In his reasoned judgment of 18 December 2024, the judge said he would not name the judges “without enquiries being made of them as to their health and their response to the possibility of being named” [91], and that he would “list the matter for further consideration in 3 months' time when those who might be identified [could] be notified and given the opportunity if they wish to make representations and [he could] receive evidence about the intensity of the reactions that have been generated” [92]. The judge had no further opportunity to consider the adjourned application for permission to appeal, as I had granted permission on 19 December 2024. We granted the Media Parties permission to appeal on the same grounds on the first day of the hearing.

8

The journalists' grounds of appeal (upon which the Media Parties also rely) take four main points:

i) It was a serious procedural irregularity for the judge not to have given reasons before anonymising the historic judges.

ii) The judge adopted an unfair, biased and inappropriate approach to the journalists and the media generally (including relying on his own erroneous analysis of alleged media irresponsibility), thereby unacceptably encroaching on their rights under article 10 of the European Convention on Human Rights (ECHR). This ground was added by amendment and permission has not yet been granted to allow it to be pursued.

iii) The judge ought to have held that the demands of open justice meant that anonymity for a judge could not be justified within the framework of balancing article 8 and article 10 of the ECHR.

iv) The part of the Order anonymising the historic judges could not be justified in the absence of any specific application or evidential foundation, and was inimical to the proper administration of justice.

9

On 20 December 2024, King LJ directed that the historic judges be contacted to obtain their views (if they wished to express any).
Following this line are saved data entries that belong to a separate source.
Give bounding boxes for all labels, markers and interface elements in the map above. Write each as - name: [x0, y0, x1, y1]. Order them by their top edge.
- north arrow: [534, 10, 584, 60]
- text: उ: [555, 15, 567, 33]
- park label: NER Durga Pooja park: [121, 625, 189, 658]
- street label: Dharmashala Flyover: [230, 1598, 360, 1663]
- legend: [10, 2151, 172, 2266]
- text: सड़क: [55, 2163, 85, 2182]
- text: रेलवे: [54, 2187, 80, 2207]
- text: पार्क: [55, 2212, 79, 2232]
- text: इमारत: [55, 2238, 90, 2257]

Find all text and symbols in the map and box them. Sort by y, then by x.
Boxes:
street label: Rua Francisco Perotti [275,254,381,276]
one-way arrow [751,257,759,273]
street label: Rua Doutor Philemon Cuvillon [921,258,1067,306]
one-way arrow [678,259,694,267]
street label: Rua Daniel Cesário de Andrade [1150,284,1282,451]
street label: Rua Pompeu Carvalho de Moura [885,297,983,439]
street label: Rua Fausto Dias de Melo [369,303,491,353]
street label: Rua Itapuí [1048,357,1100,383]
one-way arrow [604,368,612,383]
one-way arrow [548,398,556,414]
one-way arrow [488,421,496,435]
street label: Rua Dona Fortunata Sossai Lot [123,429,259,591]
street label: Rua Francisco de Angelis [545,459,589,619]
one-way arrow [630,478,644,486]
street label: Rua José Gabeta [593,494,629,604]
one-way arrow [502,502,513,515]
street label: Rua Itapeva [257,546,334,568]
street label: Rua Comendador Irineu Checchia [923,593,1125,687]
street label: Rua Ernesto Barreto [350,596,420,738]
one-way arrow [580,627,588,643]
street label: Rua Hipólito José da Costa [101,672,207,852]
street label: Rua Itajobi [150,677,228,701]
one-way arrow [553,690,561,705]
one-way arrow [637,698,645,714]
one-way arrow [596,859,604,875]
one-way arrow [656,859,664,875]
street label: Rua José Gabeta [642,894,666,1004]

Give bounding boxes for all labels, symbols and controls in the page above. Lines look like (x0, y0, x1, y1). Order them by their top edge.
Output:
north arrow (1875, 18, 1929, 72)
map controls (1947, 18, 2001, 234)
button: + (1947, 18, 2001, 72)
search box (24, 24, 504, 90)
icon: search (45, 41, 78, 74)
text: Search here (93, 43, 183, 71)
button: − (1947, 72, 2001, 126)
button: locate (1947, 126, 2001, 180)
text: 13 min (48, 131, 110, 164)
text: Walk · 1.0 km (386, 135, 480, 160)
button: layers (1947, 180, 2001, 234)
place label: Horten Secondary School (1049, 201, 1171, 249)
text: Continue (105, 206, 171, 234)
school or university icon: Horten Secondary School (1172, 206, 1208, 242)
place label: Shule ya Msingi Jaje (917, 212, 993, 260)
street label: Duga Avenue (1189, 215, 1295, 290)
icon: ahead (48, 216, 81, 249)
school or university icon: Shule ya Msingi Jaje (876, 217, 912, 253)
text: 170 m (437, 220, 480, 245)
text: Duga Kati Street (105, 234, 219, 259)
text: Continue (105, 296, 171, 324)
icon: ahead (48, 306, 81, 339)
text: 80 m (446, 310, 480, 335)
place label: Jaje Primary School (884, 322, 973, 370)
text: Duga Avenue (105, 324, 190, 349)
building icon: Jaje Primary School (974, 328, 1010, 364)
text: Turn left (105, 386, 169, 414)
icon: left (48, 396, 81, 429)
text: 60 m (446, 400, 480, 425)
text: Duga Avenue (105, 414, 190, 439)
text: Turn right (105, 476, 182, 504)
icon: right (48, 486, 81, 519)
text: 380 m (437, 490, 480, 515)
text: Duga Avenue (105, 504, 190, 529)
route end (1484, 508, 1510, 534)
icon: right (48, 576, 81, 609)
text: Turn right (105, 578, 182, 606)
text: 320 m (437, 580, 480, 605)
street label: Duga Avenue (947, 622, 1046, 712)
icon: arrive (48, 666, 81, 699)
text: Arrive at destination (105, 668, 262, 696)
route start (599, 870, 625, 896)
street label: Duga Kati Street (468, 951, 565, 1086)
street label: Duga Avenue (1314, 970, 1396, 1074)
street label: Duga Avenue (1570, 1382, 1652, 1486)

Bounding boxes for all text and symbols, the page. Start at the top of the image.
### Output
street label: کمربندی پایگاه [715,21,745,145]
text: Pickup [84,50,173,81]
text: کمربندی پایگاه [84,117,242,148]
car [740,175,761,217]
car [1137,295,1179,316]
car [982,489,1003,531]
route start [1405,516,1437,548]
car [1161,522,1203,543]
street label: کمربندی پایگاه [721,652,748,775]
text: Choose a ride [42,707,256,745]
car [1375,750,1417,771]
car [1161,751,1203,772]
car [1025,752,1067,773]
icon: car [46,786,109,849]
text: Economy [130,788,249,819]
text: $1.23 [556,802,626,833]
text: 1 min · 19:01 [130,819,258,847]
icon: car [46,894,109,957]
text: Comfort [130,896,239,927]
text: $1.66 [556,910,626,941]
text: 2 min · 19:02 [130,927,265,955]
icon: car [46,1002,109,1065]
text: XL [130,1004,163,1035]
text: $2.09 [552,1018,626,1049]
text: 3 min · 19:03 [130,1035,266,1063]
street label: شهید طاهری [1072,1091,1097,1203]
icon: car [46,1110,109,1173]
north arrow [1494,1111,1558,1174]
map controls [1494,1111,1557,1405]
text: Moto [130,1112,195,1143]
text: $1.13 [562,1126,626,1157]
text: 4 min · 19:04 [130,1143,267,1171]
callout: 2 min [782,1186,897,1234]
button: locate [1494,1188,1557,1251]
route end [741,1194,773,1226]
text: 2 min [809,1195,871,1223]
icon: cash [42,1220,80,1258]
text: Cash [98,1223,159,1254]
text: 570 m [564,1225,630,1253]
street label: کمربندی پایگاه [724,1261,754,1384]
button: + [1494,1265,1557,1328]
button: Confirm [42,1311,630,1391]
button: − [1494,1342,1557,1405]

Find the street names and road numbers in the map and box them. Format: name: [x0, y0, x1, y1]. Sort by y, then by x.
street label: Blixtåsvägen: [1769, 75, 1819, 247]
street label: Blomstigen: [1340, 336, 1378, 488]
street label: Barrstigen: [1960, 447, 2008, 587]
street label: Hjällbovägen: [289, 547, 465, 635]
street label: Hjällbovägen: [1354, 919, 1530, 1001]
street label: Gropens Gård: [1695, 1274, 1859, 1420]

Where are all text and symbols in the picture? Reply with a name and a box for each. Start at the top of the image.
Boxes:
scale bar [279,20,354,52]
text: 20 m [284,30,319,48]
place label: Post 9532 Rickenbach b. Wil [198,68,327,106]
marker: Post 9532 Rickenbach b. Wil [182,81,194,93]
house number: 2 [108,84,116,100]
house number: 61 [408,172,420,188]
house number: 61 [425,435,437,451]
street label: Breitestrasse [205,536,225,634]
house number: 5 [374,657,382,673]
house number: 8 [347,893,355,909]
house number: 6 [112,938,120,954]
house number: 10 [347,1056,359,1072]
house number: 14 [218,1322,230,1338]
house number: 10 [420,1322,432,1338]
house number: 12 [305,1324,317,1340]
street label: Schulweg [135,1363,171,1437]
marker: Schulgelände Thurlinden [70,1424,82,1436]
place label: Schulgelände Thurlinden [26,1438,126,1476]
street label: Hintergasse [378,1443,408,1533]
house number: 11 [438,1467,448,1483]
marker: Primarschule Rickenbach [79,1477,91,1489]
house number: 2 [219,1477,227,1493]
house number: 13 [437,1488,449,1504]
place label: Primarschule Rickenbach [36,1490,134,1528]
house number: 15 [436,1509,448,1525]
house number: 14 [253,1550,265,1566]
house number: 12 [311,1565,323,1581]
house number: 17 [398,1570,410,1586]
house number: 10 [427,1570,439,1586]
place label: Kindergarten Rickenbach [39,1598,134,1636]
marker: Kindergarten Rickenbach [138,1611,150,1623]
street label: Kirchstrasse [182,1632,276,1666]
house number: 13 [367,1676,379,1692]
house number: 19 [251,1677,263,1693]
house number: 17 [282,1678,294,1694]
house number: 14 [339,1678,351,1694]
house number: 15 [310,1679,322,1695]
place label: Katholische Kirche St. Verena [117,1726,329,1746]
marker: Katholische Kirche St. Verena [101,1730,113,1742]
On 9 January 2025, leading and junior counsel for the historic judges filed a note indicating that: (a) none of them had sought anonymity, (b) each of them now had serious concerns about the risks which would arise if they were now identified, particularly in the prevailing circumstances, including the content and often inflammatory nature of public and media commentary arising from the intense scrutiny which has followed from the December judgment, (c) those concerns related not only to their own personal wellbeing but also to their family members and others close to them, whose interests the court might also want to take into account, (d) two of the historic judges (Judges 1 and 2, who were now retired and made only an emergency protection order and an interim care order respectively) considered that it would be right for their identities to remain protected, (e) Judge 3 was a sitting judge who was not, therefore, able to adduce evidence and did not feel it appropriate to express a position on whether their identity should remain protected,...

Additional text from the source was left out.